# Now they show up!



## tkyklr1 (Feb 15, 2015)

About 150 Redheads in a pond not far from my house.


----------



## devilchild (Feb 15, 2015)

*Nice Picture*

Awesome pic, have had similar views here. Last weekend on a local pond  I hunt, I counted more ducks in one morning than I had seen there all duck season. I am always curious how much is due to being later in the winter or lack of hunting pressure.


----------



## DuckHuntin101 (Feb 15, 2015)

I've noticed the same thing. I was at guntersville getting ready for a tournament. And with the lake not having pressure and some solid fronts it is absolutely loaded..


----------



## mlandrum (Feb 15, 2015)

As I was going from Darien to Brunswick last week there were TEAL-TEAL-And MORE TEAL sun bathing in the Ducks Unlimited  Project Ponds!!!!!!


----------



## rnelson5 (Feb 15, 2015)

Yall can have the ducks... I want that house!!!!!


----------



## mlandrum (Feb 16, 2015)

Hey Nelson, if you had all that you would'nt. have all that time to duck hunt!!!!


----------



## WOODIE13 (Feb 16, 2015)

They are showing up here good with the nasty weather, wished it was back the first to mid January


----------



## rnelson5 (Feb 17, 2015)

mlandrum said:


> Hey Nelson, if you had all that you would'nt. have all that time to duck hunt!!!!

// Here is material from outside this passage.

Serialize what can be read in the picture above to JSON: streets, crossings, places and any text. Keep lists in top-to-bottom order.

You know there is a lot of truth to that. I am still driving my old 2004 pick up because I don't want a truck payment and so on. I am NOT saying it is always the case but a lot of people have nice things but no time or extra money to use them......


----------



## mguthrie (Feb 20, 2015)

Saw some redheads on lake jodeco this morn. Henry/clayton Cty line


----------



## king killer delete (Feb 21, 2015)

on topic /need I say more


----------



## DLH_Woodstock (Feb 24, 2015)

rnelson5 said:


> You know there is a lot of truth to that. I am still driving my old 2004 pick up because I don't want a truck payment and so on. I am NOT saying it is always the case but a lot of people have nice things but no time or extra money to use them......

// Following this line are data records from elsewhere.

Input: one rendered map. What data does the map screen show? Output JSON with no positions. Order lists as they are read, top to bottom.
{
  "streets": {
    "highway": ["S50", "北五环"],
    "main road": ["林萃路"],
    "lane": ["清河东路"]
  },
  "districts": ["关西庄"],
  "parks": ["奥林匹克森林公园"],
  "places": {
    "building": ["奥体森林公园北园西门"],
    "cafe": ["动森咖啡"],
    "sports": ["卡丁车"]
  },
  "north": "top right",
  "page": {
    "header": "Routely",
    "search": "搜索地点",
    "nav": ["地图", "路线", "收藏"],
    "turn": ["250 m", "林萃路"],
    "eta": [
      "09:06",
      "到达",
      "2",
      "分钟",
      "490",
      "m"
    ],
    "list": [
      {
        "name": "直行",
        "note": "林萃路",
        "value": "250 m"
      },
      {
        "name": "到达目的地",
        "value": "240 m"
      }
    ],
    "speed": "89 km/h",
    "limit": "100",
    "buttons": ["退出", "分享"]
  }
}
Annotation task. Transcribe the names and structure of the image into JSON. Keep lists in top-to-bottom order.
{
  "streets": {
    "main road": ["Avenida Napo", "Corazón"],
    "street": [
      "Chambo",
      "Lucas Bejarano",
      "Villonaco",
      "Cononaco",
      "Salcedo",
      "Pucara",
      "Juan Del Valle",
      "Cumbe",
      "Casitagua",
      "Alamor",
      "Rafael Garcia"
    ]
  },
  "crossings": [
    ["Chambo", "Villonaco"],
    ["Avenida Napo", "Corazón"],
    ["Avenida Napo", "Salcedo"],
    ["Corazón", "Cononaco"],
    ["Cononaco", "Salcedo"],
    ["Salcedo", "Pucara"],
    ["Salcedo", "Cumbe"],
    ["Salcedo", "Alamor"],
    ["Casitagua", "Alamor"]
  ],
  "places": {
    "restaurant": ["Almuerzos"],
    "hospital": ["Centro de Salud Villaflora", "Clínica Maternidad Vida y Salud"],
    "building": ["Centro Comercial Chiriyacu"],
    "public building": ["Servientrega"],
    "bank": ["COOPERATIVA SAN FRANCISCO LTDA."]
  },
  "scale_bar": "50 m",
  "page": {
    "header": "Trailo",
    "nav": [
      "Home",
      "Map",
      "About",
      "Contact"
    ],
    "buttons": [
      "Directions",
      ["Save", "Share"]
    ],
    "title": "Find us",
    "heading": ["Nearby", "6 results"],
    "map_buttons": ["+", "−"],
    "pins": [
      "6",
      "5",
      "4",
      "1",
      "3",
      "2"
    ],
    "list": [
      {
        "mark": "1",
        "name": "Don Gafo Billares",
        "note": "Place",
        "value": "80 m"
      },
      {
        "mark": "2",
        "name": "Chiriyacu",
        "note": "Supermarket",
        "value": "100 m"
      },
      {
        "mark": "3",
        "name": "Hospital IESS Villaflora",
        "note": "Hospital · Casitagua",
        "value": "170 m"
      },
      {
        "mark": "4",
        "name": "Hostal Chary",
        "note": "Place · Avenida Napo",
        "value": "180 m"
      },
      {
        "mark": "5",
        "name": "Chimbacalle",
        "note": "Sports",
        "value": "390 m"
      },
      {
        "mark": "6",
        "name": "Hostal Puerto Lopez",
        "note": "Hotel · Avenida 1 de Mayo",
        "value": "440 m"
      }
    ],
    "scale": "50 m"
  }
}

This is ooooo so true! and people would be wise to think about this.


----------



## WOODIE13 (Feb 25, 2015)

This is the other day...


----------



## WOODIE13 (Feb 25, 2015)

Saw this from a buddy, Chesapeake Bay, 20 FEB.


----------



## mguthrie (Mar 1, 2015)

I've been in Maryland this time of year. Divers of all kinds on all the rivers. I tried to book a duck hunt up there but was told everybody goose hunts. Not many duck hunters


----------



## Hunteradams (Mar 2, 2015)

seen a handfull of redheads over here in the bahamas


----------



## kevbo3333 (Mar 2, 2015)

Ducks all over middle ga. Most I have ever seen around here.


----------



## GAHUNTER60 (Mar 4, 2015)

I live in Johns Creek, Ga, and drive down McGinnis Ferry road toward Suwanee everyday.  There's a small detention pond that butts right up next to McGinnis Ferry on land belonging to Forsyth County Water and Sewer property.

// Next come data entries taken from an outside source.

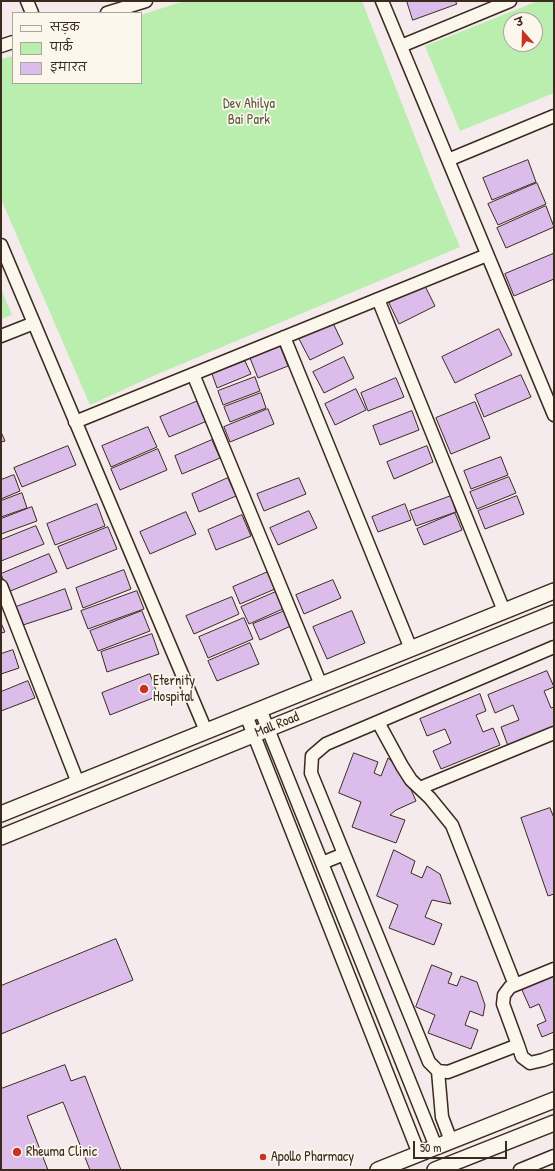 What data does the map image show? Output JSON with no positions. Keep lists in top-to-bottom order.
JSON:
{
  "streets": {
    "street": ["Mall Road"]
  },
  "parks": ["Dev Ahilya Bai Park"],
  "places": ["Eternity Hospital", "Rheuma Clinic", "Apollo Pharmacy"],
  "legend": ["सड़क", "पार्क", "इमारत"],
  "scale_bar": "50 m",
  "north": "top"
} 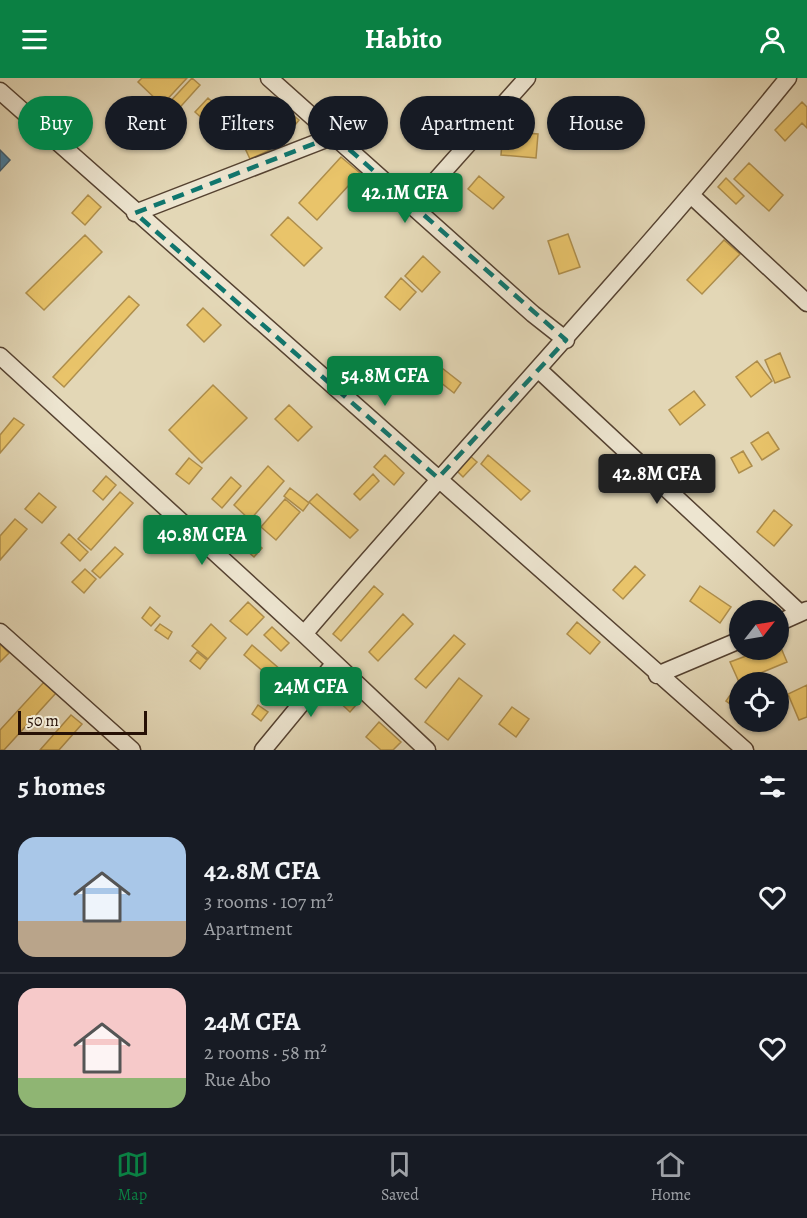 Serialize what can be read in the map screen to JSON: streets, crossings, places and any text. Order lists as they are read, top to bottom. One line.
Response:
{"scale_bar":"50 m","north":"top right","page":{"header":"Habito","chip":["Buy","Rent","Filters","New","Apartment","House"],"price":["42.1M CFA","54.8M CFA","42.8M CFA","40.8M CFA","24M CFA"],"scale":"50 m","heading":"5 homes","list":[{"name":"42.8M CFA","note":"3 rooms · 107 m² · Apartment"},{"name":"24M CFA","note":"2 rooms · 58 m² · Rue Abo"}],"tabs":["Map","Saved","Home"]}}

Last year at this time there were several pairs of buffleheads wintering there (pretty, but not really exciting).  But this year, some days the thing is wall-to-wall redheads (I always had a thing for natural redheads)!  There's also a few green heads thrown in for good measure (probably tamies off the nearby Chattahoochee).  I've noticed that the green heads kinda segregate themselves from the redheads.  I guess it's the old "birds of a feather," thing.

Don't know why, but I just love driving by this pond and seeing this site, whether or not there is anything I can do about it.  It's a shame the bad weather up north came so late in the year.


----------



## bander_TC50 (Mar 4, 2015)

Hunteradams said:


> seen a handfull of redheads over here in the bahamas



bet those legs were good and tan!


----------



## Flaustin1 (Mar 4, 2015)

Went past a pond today that was holding 200+ redheads and BBs.  This pond is fully fenced and receives no pressure at any time.  Im sure they just showed up.


----------



## Hunteradams (Mar 5, 2015)

bander_TC50 said:


> bet those legs were good and tan!



some locals tell me they see good nubers of teal pintails and redheads. I have only ever seen redheads. But then again i dont go looking for them.


----------



## GAHUNTER60 (Mar 5, 2015)

Hunteradams said:


> But then again i dont go looking for them.



I, on the other hand, am always on the lookout for redheads when visiting the Bahamas (blonds and brunettes are okay, too)!


----------